### WHAT THE EXERCISE ASKS
Retype the full set of records. Keep every character identical.

Collected data entries
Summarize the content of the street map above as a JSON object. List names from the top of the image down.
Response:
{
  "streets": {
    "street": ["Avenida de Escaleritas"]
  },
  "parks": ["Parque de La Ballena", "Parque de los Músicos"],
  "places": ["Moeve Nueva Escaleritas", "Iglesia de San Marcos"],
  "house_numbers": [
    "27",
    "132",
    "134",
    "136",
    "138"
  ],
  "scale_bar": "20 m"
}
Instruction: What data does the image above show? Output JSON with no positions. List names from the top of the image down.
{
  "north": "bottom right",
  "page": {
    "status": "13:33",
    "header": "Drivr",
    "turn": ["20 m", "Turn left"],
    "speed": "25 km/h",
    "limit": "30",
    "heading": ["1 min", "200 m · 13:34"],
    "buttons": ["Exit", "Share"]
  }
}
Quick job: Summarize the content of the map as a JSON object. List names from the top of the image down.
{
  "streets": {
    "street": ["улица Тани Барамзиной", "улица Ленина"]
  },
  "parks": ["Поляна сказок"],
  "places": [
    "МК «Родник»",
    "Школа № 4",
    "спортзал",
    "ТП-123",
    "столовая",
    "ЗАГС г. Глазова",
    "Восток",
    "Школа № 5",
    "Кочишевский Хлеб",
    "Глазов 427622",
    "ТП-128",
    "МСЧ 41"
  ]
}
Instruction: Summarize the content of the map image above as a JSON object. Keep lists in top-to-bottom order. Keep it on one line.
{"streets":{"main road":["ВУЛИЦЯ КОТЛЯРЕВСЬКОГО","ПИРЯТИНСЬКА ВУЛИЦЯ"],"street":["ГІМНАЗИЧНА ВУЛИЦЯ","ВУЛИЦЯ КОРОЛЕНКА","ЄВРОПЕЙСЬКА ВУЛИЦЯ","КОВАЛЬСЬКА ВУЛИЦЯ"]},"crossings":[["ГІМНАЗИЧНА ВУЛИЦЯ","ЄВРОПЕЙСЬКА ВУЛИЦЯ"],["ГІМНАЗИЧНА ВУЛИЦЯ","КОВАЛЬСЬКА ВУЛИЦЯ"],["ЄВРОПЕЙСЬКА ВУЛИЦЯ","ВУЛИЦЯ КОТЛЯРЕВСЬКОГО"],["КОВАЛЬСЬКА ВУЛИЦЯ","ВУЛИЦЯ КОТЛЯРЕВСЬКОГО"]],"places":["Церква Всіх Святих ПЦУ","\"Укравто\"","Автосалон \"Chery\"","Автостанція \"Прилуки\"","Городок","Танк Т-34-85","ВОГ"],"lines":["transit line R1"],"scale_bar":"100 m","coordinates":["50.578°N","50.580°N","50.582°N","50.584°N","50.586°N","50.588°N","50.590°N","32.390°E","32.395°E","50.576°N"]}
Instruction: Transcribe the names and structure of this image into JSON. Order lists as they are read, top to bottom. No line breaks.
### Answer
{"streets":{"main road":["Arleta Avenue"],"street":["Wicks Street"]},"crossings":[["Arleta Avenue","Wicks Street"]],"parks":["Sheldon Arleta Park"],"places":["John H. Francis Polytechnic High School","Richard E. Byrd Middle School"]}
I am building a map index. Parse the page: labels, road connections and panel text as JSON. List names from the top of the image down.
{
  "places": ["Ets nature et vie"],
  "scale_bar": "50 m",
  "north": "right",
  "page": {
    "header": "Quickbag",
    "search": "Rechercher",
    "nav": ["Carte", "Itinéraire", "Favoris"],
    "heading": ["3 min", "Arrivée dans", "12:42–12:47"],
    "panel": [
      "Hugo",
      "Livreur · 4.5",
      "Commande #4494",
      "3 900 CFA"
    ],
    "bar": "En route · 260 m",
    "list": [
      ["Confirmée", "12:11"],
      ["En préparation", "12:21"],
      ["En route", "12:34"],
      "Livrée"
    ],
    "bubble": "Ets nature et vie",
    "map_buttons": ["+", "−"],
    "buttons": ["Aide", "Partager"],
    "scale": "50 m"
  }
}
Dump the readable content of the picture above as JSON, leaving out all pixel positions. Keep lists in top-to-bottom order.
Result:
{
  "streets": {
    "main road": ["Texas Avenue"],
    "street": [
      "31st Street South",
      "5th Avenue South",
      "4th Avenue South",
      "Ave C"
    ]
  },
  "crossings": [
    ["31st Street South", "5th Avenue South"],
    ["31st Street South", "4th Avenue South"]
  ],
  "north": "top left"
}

### ANSWER BOX
Summarize the content of the street map above as a JSON object. List names from the top of the image down.
Response:
{
  "streets": {
    "street": ["Avenida de Escaleritas"]
  },
  "parks": ["Parque de La Ballena", "Parque de los Músicos"],
  "places": ["Moeve Nueva Escaleritas", "Iglesia de San Marcos"],
  "house_numbers": [
    "27",
    "132",
    "134",
    "136",
    "138"
  ],
  "scale_bar": "20 m"
}
Instruction: What data does the image above show? Output JSON with no positions. List names from the top of the image down.
{
  "north": "bottom right",
  "page": {
    "status": "13:33",
    "header": "Drivr",
    "turn": ["20 m", "Turn left"],
    "speed": "25 km/h",
    "limit": "30",
    "heading": ["1 min", "200 m · 13:34"],
    "buttons": ["Exit", "Share"]
  }
}
Quick job: Summarize the content of the map as a JSON object. List names from the top of the image down.
{
  "streets": {
    "street": ["улица Тани Барамзиной", "улица Ленина"]
  },
  "parks": ["Поляна сказок"],
  "places": [
    "МК «Родник»",
    "Школа № 4",
    "спортзал",
    "ТП-123",
    "столовая",
    "ЗАГС г. Глазова",
    "Восток",
    "Школа № 5",
    "Кочишевский Хлеб",
    "Глазов 427622",
    "ТП-128",
    "МСЧ 41"
  ]
}
Instruction: Summarize the content of the map image above as a JSON object. Keep lists in top-to-bottom order. Keep it on one line.
{"streets":{"main road":["ВУЛИЦЯ КОТЛЯРЕВСЬКОГО","ПИРЯТИНСЬКА ВУЛИЦЯ"],"street":["ГІМНАЗИЧНА ВУЛИЦЯ","ВУЛИЦЯ КОРОЛЕНКА","ЄВРОПЕЙСЬКА ВУЛИЦЯ","КОВАЛЬСЬКА ВУЛИЦЯ"]},"crossings":[["ГІМНАЗИЧНА ВУЛИЦЯ","ЄВРОПЕЙСЬКА ВУЛИЦЯ"],["ГІМНАЗИЧНА ВУЛИЦЯ","КОВАЛЬСЬКА ВУЛИЦЯ"],["ЄВРОПЕЙСЬКА ВУЛИЦЯ","ВУЛИЦЯ КОТЛЯРЕВСЬКОГО"],["КОВАЛЬСЬКА ВУЛИЦЯ","ВУЛИЦЯ КОТЛЯРЕВСЬКОГО"]],"places":["Церква Всіх Святих ПЦУ","\"Укравто\"","Автосалон \"Chery\"","Автостанція \"Прилуки\"","Городок","Танк Т-34-85","ВОГ"],"lines":["transit line R1"],"scale_bar":"100 m","coordinates":["50.578°N","50.580°N","50.582°N","50.584°N","50.586°N","50.588°N","50.590°N","32.390°E","32.395°E","50.576°N"]}
Instruction: Transcribe the names and structure of this image into JSON. Order lists as they are read, top to bottom. No line breaks.
### Answer
{"streets":{"main road":["Arleta Avenue"],"street":["Wicks Street"]},"crossings":[["Arleta Avenue","Wicks Street"]],"parks":["Sheldon Arleta Park"],"places":["John H. Francis Polytechnic High School","Richard E. Byrd Middle School"]}
I am building a map index. Parse the page: labels, road connections and panel text as JSON. List names from the top of the image down.
{
  "places": ["Ets nature et vie"],
  "scale_bar": "50 m",
  "north": "right",
  "page": {
    "header": "Quickbag",
    "search": "Rechercher",
    "nav": ["Carte", "Itinéraire", "Favoris"],
    "heading": ["3 min", "Arrivée dans", "12:42–12:47"],
    "panel": [
      "Hugo",
      "Livreur · 4.5",
      "Commande #4494",
      "3 900 CFA"
    ],
    "bar": "En route · 260 m",
    "list": [
      ["Confirmée", "12:11"],
      ["En préparation", "12:21"],
      ["En route", "12:34"],
      "Livrée"
    ],
    "bubble": "Ets nature et vie",
    "map_buttons": ["+", "−"],
    "buttons": ["Aide", "Partager"],
    "scale": "50 m"
  }
}
Dump the readable content of the picture above as JSON, leaving out all pixel positions. Keep lists in top-to-bottom order.
Result:
{
  "streets": {
    "main road": ["Texas Avenue"],
    "street": [
      "31st Street South",
      "5th Avenue South",
      "4th Avenue South",
      "Ave C"
    ]
  },
  "crossings": [
    ["31st Street South", "5th Avenue South"],
    ["31st Street South", "4th Avenue South"]
  ],
  "north": "top left"
}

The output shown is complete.